Um escândalo envolvendo o INSS, revelado pelo portal UOL e confirmado pelo presidente do instituto, expõe a dimensão do problema. Atualmente, existem cerca de 763 mil empréstimos consignados ativos no nome de menores de idade, com valor médio de R$ 16 mil por contrato.

A faixa etária mais afetada é a de 11 a 13 anos, mas há registros em todas as idades, incluindo bebês de colo. Embora o INSS tenha revogado, em agosto deste ano, a regra que permitia esse tipo de contratação, todos os contratos firmados antes da mudança continuam válidos.

O advogado João do Vale, integrante da Associação Brasileira de Defesa da Criança e do Adolescente (Anced) cita exemplos assustadores: em um deles, a criança nasceu em maio e, em dezembro, já tinha em seu nome uma dívida de R$ 15.593, a ser paga em 84 parcelas. Em outro, um bebê de três meses "contraiu" um empréstimo via cartão de crédito de R$ 1.650.

O presidente do instituto informou que o INSS está revisando todos os acordos com instituições bancárias, reduzindo de 74 para 59 o número de parceiras em razão de irregularidades identificadas.

Como empréstimos são liberados no nome de crianças?

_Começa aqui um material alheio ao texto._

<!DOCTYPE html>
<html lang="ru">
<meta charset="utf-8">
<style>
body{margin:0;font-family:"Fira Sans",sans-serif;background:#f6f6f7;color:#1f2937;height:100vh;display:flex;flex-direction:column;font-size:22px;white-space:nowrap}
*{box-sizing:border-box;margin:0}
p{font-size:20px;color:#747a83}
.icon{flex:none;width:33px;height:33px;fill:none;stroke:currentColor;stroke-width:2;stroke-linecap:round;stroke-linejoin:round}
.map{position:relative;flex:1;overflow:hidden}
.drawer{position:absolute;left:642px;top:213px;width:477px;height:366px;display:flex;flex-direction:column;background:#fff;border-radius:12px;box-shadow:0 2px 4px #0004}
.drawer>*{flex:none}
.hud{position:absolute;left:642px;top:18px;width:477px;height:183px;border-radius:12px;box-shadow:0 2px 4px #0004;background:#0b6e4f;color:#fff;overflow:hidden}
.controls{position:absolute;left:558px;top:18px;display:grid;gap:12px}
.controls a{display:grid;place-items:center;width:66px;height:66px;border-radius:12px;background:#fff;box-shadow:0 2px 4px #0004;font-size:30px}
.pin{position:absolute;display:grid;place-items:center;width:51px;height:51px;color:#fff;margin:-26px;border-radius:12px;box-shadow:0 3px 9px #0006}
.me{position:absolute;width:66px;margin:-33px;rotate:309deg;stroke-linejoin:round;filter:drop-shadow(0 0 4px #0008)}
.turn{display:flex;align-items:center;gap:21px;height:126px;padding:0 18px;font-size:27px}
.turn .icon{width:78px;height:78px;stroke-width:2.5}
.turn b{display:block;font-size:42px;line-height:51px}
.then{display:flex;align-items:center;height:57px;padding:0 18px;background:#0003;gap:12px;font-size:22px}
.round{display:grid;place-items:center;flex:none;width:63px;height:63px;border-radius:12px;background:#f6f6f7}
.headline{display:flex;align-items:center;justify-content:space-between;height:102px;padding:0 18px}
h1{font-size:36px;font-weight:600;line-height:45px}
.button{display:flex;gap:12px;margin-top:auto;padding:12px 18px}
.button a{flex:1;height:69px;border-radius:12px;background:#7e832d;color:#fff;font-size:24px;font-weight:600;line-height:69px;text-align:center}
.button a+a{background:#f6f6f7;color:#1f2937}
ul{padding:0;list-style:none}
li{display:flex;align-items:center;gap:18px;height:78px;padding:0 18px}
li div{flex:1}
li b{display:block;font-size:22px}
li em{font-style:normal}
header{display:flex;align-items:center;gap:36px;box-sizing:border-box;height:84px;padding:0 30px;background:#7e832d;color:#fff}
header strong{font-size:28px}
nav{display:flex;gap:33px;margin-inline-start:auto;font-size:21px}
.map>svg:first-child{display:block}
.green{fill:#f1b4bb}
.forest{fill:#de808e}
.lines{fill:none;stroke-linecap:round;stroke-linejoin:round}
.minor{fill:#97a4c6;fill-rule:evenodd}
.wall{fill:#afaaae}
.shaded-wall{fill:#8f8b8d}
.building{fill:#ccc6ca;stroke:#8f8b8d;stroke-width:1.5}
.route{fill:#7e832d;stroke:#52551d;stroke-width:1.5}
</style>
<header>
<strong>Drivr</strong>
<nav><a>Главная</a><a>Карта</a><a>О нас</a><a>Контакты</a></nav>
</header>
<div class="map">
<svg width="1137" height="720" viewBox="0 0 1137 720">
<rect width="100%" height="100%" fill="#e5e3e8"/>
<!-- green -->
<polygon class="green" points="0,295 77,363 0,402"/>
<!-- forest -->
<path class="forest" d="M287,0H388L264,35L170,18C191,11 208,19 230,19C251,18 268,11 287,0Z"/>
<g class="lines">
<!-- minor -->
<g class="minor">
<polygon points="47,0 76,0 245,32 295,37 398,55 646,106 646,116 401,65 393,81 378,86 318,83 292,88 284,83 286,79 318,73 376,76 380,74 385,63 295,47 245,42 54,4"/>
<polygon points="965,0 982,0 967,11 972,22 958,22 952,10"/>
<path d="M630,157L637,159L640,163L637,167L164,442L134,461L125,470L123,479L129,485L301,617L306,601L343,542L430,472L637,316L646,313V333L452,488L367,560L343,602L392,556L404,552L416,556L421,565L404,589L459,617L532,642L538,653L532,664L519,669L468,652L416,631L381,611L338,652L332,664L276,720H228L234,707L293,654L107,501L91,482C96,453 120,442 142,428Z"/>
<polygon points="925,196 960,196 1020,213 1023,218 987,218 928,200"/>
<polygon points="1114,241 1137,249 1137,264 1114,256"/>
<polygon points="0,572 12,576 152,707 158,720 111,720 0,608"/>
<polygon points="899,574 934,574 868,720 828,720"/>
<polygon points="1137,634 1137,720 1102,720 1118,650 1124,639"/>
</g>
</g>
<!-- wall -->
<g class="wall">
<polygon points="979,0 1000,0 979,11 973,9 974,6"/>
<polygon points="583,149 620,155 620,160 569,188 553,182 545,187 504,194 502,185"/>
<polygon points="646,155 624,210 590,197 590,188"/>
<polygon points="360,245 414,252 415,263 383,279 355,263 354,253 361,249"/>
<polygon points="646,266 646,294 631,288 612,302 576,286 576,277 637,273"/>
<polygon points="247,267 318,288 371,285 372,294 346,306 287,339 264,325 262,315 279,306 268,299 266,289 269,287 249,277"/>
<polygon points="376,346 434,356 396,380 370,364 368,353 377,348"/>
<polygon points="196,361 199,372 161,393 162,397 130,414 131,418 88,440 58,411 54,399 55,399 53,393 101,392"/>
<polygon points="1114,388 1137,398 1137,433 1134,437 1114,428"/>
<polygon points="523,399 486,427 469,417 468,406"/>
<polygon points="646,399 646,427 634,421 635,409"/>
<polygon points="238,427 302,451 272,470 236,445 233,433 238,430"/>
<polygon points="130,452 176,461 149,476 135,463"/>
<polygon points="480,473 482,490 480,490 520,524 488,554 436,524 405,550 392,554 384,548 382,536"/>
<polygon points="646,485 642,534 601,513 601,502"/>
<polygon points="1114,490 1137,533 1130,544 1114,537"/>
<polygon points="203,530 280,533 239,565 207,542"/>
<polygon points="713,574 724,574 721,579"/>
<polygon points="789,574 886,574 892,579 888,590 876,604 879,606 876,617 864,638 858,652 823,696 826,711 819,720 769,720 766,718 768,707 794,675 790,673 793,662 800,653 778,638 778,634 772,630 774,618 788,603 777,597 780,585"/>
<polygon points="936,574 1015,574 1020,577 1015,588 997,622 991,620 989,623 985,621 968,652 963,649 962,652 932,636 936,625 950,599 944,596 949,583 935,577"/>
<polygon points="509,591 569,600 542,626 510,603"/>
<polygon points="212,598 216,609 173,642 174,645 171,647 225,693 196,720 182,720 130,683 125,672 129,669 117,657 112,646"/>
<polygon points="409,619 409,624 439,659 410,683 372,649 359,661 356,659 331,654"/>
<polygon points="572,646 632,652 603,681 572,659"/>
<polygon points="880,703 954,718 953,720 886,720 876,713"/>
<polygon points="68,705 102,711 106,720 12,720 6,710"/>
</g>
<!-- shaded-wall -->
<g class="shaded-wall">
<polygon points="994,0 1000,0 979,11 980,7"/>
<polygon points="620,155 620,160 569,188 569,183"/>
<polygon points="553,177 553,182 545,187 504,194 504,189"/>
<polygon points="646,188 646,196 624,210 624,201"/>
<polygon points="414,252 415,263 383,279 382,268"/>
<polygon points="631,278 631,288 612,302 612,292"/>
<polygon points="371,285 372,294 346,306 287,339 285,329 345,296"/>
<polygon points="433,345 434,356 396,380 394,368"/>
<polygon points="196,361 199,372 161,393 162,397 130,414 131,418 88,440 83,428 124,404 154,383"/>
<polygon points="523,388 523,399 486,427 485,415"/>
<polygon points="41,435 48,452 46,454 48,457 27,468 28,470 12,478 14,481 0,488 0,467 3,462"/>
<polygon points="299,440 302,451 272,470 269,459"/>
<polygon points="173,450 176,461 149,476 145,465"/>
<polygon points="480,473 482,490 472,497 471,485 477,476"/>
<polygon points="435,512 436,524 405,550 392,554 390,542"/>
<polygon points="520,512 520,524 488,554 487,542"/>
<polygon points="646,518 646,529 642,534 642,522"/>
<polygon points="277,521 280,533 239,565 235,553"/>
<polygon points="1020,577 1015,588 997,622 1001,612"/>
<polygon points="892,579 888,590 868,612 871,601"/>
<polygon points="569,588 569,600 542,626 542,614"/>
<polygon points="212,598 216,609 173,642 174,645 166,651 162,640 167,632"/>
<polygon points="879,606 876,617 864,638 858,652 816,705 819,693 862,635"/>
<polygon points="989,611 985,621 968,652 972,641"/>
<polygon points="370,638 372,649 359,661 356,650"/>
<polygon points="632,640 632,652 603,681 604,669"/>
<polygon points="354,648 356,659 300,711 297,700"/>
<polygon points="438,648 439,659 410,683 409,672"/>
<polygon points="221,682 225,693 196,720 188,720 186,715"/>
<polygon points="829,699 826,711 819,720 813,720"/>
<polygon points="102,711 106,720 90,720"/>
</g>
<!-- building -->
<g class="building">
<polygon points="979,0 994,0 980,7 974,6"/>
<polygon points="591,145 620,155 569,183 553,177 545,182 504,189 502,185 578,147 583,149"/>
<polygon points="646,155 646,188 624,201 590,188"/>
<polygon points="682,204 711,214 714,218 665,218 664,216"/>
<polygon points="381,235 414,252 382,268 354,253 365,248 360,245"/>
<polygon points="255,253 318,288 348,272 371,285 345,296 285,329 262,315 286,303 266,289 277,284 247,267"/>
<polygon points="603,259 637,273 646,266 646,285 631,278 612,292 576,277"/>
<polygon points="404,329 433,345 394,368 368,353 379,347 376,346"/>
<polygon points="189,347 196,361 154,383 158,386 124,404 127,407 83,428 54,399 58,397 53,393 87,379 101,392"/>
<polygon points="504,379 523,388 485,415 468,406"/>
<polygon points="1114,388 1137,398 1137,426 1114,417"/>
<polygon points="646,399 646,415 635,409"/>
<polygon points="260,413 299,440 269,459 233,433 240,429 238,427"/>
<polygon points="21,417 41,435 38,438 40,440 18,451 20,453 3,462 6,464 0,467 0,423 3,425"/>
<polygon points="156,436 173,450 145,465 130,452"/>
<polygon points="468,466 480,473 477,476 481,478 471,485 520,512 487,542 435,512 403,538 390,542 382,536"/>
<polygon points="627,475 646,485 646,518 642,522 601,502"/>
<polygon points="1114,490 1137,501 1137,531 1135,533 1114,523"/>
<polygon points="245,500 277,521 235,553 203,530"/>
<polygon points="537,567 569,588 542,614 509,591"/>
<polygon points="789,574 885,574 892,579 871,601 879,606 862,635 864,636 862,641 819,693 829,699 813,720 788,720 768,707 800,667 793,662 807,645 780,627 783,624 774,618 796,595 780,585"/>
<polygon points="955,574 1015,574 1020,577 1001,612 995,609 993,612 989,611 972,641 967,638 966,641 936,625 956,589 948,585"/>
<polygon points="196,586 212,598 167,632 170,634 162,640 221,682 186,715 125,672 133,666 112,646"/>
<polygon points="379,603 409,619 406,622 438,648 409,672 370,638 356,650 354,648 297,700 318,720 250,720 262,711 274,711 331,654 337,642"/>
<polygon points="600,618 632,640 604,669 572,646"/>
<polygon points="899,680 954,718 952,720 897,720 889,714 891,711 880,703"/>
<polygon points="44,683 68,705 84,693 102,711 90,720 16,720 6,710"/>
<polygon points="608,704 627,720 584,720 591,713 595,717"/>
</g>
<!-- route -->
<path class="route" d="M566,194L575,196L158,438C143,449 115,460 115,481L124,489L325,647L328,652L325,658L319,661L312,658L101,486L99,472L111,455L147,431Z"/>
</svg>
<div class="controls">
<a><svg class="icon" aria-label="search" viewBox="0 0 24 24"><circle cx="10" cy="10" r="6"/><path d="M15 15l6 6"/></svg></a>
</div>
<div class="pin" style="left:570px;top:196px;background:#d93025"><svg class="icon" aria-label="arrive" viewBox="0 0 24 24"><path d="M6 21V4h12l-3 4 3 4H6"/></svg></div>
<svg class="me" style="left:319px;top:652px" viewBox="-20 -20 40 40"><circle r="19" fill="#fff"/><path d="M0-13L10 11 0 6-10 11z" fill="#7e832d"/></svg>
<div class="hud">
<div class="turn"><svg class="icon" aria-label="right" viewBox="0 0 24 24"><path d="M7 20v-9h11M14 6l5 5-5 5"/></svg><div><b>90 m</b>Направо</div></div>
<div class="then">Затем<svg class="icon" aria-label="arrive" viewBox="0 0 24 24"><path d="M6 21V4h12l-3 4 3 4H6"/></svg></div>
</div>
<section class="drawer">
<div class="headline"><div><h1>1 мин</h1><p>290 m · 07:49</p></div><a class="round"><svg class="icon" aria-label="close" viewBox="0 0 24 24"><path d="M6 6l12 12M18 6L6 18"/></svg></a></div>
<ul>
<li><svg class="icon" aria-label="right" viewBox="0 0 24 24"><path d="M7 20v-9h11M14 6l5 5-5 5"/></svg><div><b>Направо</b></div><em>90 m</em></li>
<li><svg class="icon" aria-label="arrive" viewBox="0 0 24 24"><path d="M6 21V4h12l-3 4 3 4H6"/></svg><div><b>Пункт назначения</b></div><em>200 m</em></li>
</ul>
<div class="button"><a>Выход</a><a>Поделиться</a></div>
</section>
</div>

Existem dois principais caminhos usados nessas fraudes:

  1. Responsáveis contratando em nome dos filhos pelo INSS
  2. Abertura de empresas no nome da criança

No caso do INSS, os contratos ativos foram feitos pelos próprios responsáveis legais das crianças, utilizando benefícios sociais recebidos por elas, como o Benefício de Prestação Continuada (BPC). As parcelas eram descontadas diretamente do benefício, comprometendo a renda destinada ao menor.

Mas também há situações em que crianças têm empresas abertas em seus nomes pelos próprios familiares, o que pode ser configurado como fraude. A partir dessas empresas, parentes contratam empréstimos que, quando não são pagos, acabam sujando o CPF da criança.

A legislação brasileira até permite que menores sejam sócios, porém não podem exercer o papel de administradores. Para que a sociedade seja válida, pais ou representantes legais precisam assinar todos os documentos, o que abre brechas para abusos dentro da própria família.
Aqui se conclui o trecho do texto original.